• Task item
Everything from the first line of the data below through the line that contains "function strokePath(path, color, width, dash)" should be written out exactly, please, and nothing more; the pictures stay out.
Start of Material for this task
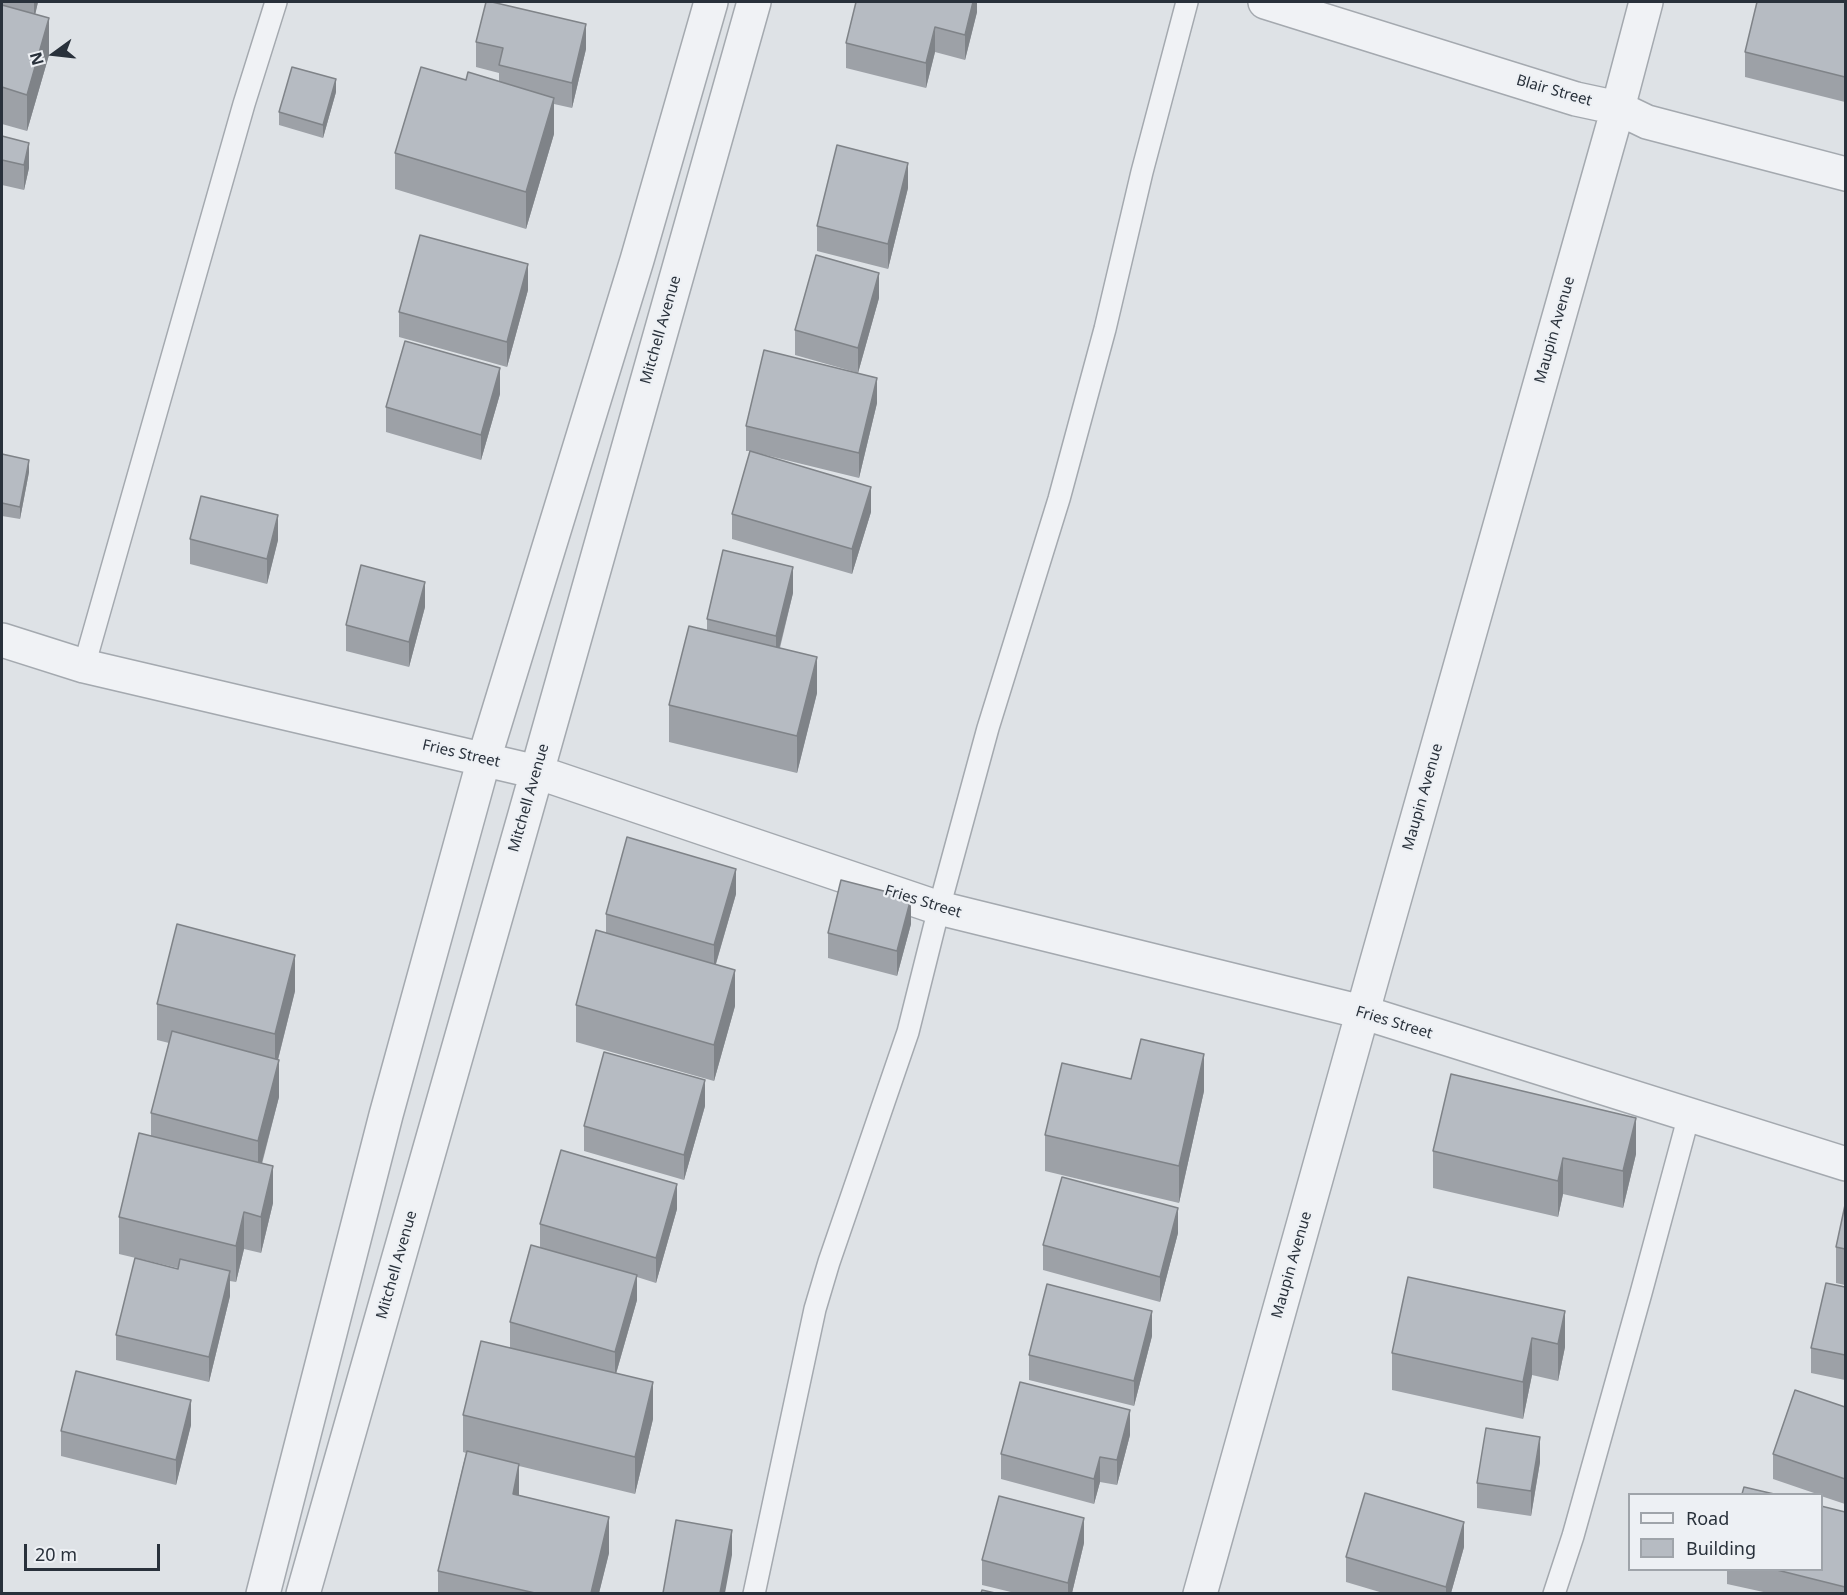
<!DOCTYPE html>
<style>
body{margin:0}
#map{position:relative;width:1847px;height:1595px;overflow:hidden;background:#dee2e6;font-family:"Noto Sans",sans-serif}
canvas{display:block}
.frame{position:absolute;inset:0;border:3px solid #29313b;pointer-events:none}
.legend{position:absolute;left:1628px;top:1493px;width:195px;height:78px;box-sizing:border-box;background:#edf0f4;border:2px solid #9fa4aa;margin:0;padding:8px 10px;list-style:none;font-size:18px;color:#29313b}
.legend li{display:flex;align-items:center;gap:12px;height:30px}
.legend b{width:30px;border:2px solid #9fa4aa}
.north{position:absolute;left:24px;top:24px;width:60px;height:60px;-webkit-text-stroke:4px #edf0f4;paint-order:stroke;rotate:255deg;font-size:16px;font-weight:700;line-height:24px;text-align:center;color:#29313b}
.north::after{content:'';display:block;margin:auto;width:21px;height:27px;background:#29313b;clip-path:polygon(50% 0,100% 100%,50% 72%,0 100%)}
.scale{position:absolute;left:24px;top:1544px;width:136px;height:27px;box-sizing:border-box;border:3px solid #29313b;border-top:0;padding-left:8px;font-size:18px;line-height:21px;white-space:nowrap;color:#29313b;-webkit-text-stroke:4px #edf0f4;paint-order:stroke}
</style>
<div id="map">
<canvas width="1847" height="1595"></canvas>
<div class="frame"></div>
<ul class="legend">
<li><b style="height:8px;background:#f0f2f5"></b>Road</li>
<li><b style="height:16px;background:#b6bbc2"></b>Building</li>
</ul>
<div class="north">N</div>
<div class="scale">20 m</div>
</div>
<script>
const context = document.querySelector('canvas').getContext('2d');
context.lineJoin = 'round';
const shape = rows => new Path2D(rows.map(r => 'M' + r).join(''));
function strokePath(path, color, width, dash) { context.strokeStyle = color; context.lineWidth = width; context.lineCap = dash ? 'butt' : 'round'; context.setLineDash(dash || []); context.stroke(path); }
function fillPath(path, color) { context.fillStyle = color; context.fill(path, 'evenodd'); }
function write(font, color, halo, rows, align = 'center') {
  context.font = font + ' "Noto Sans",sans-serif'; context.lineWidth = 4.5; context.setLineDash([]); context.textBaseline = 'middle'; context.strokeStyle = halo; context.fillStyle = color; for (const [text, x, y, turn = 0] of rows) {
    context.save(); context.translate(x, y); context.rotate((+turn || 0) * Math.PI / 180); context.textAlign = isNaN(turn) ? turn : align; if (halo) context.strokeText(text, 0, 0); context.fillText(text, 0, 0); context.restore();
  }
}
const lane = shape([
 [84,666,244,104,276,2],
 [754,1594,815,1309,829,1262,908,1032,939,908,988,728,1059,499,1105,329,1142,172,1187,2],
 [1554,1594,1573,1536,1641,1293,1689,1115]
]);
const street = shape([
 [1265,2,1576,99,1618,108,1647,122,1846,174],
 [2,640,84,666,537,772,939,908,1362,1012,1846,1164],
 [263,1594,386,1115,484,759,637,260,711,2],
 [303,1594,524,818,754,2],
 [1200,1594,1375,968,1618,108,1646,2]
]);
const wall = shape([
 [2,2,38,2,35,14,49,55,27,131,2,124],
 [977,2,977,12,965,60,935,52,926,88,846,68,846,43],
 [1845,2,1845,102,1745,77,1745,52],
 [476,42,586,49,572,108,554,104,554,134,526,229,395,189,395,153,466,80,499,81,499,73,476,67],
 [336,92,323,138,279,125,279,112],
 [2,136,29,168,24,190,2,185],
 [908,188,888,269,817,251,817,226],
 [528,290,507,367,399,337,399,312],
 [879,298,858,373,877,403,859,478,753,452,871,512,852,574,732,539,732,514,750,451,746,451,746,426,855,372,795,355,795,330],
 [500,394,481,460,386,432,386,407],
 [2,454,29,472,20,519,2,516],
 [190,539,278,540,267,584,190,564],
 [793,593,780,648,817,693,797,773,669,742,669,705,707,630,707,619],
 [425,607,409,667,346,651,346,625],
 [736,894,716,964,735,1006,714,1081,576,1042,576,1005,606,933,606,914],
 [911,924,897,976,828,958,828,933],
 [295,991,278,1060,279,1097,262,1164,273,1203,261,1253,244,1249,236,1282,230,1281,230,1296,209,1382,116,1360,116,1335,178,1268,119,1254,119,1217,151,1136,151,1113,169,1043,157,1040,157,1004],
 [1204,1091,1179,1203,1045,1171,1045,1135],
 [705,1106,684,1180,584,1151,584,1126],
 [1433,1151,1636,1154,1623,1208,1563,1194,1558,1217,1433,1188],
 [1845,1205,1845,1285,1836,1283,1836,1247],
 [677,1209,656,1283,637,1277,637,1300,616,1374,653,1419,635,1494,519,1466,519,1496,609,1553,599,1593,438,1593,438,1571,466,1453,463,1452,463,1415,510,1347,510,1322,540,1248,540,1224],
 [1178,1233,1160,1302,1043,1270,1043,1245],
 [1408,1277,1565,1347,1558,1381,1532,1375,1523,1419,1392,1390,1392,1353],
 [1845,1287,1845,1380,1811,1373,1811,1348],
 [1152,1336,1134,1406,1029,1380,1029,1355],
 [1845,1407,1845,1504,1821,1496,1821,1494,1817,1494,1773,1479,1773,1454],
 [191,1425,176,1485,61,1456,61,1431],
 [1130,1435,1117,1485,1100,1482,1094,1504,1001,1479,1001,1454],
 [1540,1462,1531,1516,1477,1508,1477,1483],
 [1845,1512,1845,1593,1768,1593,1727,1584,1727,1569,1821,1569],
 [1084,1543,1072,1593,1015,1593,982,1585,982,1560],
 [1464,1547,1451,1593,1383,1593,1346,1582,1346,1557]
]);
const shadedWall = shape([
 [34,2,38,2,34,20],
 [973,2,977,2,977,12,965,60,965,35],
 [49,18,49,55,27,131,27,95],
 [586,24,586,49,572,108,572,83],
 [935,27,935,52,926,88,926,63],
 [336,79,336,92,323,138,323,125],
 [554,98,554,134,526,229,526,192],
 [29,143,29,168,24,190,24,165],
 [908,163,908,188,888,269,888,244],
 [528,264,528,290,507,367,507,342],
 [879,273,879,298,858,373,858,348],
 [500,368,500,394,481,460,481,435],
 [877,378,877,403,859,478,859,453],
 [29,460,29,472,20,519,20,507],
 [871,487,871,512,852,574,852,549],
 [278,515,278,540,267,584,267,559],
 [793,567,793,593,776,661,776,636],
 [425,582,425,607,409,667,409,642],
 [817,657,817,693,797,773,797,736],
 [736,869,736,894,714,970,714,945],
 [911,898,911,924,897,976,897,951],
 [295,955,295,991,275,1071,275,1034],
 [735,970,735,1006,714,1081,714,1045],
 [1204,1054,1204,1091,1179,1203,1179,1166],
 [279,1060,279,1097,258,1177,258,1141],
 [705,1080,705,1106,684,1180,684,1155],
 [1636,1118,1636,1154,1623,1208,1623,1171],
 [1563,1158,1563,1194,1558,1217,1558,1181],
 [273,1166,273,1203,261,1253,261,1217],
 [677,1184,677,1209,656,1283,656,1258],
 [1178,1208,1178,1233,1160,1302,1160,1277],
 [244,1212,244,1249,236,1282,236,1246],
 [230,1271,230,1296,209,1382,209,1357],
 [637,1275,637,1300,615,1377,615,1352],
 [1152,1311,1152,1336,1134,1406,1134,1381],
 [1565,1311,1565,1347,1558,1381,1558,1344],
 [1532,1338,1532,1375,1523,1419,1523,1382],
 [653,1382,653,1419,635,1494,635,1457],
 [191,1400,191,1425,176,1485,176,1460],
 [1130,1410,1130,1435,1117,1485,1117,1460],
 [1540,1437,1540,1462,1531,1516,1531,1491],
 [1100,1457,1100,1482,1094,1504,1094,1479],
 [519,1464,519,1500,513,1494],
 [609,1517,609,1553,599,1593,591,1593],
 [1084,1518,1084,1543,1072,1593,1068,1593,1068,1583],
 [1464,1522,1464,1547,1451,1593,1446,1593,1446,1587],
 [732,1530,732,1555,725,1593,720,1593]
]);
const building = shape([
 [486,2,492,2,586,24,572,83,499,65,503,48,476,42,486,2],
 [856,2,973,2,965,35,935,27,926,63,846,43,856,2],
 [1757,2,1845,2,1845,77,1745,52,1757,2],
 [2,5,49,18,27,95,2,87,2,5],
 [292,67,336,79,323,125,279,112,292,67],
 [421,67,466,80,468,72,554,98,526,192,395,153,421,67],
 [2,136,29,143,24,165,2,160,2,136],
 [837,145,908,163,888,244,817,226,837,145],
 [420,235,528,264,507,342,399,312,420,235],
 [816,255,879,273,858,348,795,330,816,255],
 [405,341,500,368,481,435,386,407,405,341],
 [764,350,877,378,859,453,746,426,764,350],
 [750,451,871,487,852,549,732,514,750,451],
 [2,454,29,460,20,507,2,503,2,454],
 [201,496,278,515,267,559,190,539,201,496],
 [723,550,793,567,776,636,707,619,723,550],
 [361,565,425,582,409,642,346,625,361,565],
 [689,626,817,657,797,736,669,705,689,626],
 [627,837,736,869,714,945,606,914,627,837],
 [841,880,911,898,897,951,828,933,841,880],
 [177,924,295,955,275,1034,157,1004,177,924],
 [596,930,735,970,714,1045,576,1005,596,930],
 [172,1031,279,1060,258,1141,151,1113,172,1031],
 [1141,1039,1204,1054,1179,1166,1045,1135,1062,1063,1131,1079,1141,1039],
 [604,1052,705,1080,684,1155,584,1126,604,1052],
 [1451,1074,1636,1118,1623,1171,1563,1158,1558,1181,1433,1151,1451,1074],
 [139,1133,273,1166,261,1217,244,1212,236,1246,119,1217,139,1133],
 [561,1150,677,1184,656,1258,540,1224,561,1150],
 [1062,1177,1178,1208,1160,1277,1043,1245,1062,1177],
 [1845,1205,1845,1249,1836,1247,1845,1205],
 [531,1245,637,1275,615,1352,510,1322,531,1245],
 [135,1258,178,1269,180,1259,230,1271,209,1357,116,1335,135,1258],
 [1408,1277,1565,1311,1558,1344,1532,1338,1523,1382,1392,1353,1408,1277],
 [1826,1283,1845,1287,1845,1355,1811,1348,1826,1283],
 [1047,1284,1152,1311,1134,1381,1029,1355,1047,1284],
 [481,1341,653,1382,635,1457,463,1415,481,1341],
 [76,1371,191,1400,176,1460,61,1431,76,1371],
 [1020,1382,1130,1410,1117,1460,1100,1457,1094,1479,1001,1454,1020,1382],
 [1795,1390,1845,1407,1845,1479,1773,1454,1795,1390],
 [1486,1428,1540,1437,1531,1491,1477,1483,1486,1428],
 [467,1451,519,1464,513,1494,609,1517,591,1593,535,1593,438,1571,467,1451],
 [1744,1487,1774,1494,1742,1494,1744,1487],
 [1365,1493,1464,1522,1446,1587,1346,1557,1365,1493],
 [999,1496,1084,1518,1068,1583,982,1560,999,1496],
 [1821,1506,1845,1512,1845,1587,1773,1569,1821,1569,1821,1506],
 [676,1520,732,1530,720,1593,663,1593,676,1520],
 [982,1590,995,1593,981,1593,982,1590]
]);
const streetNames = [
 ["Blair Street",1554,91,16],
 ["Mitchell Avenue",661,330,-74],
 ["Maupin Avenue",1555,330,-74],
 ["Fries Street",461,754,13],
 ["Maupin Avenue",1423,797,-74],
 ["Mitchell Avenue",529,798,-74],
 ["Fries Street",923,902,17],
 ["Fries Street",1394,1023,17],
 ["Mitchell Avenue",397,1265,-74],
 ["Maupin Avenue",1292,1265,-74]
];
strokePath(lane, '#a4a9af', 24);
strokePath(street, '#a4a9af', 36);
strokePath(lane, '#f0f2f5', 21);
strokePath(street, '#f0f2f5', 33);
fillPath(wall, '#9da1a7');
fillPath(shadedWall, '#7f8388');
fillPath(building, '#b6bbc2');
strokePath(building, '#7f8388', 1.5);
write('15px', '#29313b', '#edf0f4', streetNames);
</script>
End of Material for this task
• Result
<!DOCTYPE html>
<style>
body{margin:0}
#map{position:relative;width:1847px;height:1595px;overflow:hidden;background:#dee2e6;font-family:"Noto Sans",sans-serif}
canvas{display:block}
.frame{position:absolute;inset:0;border:3px solid #29313b;pointer-events:none}
.legend{position:absolute;left:1628px;top:1493px;width:195px;height:78px;box-sizing:border-box;background:#edf0f4;border:2px solid #9fa4aa;margin:0;padding:8px 10px;list-style:none;font-size:18px;color:#29313b}
.legend li{display:flex;align-items:center;gap:12px;height:30px}
.legend b{width:30px;border:2px solid #9fa4aa}
.north{position:absolute;left:24px;top:24px;width:60px;height:60px;-webkit-text-stroke:4px #edf0f4;paint-order:stroke;rotate:255deg;font-size:16px;font-weight:700;line-height:24px;text-align:center;color:#29313b}
.north::after{content:'';display:block;margin:auto;width:21px;height:27px;background:#29313b;clip-path:polygon(50% 0,100% 100%,50% 72%,0 100%)}
.scale{position:absolute;left:24px;top:1544px;width:136px;height:27px;box-sizing:border-box;border:3px solid #29313b;border-top:0;padding-left:8px;font-size:18px;line-height:21px;white-space:nowrap;color:#29313b;-webkit-text-stroke:4px #edf0f4;paint-order:stroke}
</style>
<div id="map">
<canvas width="1847" height="1595"></canvas>
<div class="frame"></div>
<ul class="legend">
<li><b style="height:8px;background:#f0f2f5"></b>Road</li>
<li><b style="height:16px;background:#b6bbc2"></b>Building</li>
</ul>
<div class="north">N</div>
<div class="scale">20 m</div>
</div>
<script>
const context = document.querySelector('canvas').getContext('2d');
context.lineJoin = 'round';
const shape = rows => new Path2D(rows.map(r => 'M' + r).join(''));
function strokePath(path, color, width, dash) { context.strokeStyle = color; context.lineWidth = width; context.lineCap = dash ? 'butt' : 'round'; context.setLineDash(dash || []); context.stroke(path); }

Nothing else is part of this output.